Is Your Information Safe From Intruders? The Do’s and Don’t’s of Password Security

It might feel like a pain to change your “memorized” password; however systems know the difference between pain and security – especially those that have been compromised due to a complicated or unsophisticated hacking attack.

Albeit most folks are not fond of being accountable for ensuring system security, all users of information resources are responsible for assisting in the protection of the systems they use.

Many intruders enter systems simply by guessing passwords. Even the best passwords can eventually be defeated mathematically, given enough time. The use of strong passwords acts as a firm deterrent against password guessing and buys additional time against other attacks.
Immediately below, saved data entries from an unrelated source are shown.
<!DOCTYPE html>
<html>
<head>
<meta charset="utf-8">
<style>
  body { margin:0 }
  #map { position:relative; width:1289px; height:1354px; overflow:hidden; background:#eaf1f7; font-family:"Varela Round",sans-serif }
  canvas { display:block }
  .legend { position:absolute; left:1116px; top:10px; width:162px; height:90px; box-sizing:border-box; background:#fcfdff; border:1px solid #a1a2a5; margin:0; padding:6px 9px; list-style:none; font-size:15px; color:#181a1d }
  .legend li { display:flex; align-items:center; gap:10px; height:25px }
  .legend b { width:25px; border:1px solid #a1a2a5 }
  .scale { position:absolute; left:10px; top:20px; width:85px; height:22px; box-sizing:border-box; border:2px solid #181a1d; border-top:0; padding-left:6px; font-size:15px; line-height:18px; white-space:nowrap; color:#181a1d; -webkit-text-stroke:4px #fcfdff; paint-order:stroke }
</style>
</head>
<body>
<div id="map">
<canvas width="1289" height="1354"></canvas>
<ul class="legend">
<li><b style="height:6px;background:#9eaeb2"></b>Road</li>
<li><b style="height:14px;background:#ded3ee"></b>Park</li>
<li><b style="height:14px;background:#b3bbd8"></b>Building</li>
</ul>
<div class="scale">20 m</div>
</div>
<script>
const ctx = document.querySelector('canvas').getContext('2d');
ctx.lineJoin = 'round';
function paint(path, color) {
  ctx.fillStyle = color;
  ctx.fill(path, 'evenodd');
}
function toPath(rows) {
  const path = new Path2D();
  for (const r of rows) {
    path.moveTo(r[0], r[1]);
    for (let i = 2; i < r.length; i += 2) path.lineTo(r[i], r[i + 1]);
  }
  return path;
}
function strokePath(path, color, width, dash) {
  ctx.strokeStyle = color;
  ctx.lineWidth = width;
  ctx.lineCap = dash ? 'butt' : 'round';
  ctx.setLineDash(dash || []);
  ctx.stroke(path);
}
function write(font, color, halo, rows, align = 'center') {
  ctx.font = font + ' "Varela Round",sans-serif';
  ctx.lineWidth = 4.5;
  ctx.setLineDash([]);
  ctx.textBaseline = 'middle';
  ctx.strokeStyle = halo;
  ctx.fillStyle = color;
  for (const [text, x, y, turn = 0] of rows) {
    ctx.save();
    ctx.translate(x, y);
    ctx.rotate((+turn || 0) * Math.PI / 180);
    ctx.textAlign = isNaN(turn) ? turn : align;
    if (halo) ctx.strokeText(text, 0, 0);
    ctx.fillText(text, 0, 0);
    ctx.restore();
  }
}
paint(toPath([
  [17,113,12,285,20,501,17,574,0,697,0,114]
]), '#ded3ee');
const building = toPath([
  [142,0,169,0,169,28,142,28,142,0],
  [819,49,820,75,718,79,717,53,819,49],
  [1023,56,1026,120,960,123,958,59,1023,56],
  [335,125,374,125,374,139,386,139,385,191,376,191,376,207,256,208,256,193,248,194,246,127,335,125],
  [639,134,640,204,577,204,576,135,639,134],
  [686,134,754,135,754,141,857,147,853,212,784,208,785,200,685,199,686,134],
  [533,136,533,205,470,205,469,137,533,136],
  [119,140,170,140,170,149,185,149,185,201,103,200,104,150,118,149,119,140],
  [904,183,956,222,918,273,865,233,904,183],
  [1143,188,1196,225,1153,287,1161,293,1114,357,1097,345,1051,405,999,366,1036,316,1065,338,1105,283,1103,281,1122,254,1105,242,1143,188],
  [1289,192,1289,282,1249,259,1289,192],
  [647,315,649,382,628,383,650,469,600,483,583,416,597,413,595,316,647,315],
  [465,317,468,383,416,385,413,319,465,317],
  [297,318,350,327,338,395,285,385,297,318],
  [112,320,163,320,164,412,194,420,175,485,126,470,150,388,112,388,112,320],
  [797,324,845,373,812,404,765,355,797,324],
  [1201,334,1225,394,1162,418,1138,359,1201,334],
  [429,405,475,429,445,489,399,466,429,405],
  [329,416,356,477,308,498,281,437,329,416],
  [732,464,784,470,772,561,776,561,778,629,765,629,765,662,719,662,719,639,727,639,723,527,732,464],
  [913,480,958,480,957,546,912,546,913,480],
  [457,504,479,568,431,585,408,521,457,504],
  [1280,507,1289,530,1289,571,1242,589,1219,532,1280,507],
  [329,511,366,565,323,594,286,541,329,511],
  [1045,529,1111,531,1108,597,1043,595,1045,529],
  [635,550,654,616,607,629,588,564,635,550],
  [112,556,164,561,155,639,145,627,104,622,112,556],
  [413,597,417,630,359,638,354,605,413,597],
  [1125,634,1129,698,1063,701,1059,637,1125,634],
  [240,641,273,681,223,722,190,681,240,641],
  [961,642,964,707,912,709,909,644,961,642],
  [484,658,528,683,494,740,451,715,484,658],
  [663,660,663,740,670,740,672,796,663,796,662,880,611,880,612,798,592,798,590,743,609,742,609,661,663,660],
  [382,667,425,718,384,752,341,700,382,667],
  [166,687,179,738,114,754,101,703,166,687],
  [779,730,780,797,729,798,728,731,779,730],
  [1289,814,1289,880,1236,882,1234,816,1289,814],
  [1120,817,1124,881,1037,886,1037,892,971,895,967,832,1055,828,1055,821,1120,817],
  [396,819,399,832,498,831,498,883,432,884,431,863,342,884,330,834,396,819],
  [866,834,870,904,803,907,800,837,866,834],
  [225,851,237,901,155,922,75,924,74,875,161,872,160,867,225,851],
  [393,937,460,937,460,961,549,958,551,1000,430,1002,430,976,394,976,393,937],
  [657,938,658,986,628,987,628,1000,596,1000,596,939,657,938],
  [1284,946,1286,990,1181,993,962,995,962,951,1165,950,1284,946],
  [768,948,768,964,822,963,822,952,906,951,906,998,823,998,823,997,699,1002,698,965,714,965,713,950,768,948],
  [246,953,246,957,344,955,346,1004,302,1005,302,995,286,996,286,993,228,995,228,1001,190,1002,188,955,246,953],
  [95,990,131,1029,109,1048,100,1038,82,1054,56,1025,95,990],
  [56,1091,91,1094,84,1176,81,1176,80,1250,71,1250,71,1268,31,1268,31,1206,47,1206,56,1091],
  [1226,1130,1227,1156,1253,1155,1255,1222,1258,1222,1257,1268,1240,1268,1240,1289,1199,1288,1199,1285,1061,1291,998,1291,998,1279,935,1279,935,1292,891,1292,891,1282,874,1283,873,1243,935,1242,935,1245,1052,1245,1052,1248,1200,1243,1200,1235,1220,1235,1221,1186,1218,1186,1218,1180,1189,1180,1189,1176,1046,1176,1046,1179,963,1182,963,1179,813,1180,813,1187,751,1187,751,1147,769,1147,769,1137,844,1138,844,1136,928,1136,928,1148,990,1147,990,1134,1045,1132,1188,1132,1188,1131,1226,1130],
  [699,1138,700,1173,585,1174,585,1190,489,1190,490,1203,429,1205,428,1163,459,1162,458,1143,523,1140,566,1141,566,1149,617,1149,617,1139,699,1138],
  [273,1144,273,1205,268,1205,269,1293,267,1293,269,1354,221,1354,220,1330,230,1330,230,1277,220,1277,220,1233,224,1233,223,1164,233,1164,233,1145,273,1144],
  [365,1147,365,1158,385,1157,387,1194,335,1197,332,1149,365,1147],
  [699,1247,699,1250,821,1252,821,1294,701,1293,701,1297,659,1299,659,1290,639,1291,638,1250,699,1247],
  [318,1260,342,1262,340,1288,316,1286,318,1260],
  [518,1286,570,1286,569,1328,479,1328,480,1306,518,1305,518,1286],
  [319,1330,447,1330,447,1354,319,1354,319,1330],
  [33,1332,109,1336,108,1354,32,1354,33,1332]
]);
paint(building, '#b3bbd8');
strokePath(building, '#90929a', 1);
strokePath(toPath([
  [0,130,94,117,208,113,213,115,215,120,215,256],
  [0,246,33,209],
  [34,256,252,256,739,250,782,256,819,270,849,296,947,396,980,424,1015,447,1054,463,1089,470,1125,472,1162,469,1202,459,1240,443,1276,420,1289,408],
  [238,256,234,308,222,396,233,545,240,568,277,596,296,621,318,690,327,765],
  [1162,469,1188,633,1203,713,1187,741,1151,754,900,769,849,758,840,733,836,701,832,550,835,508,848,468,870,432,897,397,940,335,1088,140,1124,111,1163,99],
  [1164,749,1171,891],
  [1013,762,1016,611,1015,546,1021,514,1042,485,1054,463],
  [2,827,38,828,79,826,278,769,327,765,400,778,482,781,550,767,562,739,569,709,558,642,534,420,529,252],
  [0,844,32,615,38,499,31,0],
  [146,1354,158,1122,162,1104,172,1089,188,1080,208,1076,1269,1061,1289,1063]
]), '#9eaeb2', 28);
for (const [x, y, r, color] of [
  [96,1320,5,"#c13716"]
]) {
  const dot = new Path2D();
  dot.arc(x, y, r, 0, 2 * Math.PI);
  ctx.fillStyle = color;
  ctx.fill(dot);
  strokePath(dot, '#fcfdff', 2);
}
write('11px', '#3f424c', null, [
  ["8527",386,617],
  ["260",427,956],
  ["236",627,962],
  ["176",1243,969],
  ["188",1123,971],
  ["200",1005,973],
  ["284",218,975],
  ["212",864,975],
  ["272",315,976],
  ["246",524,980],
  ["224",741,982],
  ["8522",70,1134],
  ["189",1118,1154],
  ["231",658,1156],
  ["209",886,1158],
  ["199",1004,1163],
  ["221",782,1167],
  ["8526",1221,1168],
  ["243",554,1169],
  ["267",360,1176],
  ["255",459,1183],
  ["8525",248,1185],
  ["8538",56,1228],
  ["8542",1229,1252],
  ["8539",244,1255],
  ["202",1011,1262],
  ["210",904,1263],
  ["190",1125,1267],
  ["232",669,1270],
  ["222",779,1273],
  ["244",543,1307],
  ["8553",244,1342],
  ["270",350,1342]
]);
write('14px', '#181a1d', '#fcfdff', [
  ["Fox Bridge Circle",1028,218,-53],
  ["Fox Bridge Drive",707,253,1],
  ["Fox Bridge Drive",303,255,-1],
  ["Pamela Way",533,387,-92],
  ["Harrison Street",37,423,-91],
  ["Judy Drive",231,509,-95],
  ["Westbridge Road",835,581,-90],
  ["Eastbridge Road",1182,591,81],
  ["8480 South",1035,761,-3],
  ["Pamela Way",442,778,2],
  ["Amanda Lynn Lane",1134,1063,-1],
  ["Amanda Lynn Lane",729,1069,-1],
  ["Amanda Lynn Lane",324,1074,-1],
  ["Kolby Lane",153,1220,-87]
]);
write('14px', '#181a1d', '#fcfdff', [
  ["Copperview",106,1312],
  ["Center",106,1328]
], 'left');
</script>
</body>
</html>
DO use a password with mixed-case letters. Use uppercase letters throughout the password. DO NOT use a network login ID in any form (reversed, capitalized, or doubled as a password).
DO use a password that contains alphanumeric characters and include punctuation, where supported by the operating system. DO NOT use your first, middle or last name or anyone else’s in any form. Do not use your initials or any nicknames you may have or anyone else’s.
DO use a password with mixed-case letters. Do not just capitalize the first letter, but add uppercase letters throughout the password. DO NOT use a word contained in English or foreign dictionaries, spelling lists, or other word lists and abbreviations.
DO use at least six characters, eight characters for Windows NT. DO NOT use other information easily obtained about you. This includes pet names, license plate numbers, telephone numbers, identification numbers, the name of the street you live on, and so on. Someone who knows the user very easily guesses such passwords.
DO use a seemingly random selection of letters and numbers. DO NOT use a password of all numbers, or a password composed of alphabet characters. Mix numbers and letters.
DO use a password that can be typed quickly, without having to look at the keyboard. This makes it harder for someone to steal your password by looking at your keyboard (also known as "shoulder surfing"). DO NOT use dates e.g., September, SEPT1999 or any combination thereof.

DO change passwords regularly. The more critical an account to network integrity (such as root on a Unix host or Administrator on Windows NT), the more frequently the password should be changed. This change stops someone who has already compromised an account from continued access.

DO NOT use keyboard sequences, e.g., qwerty.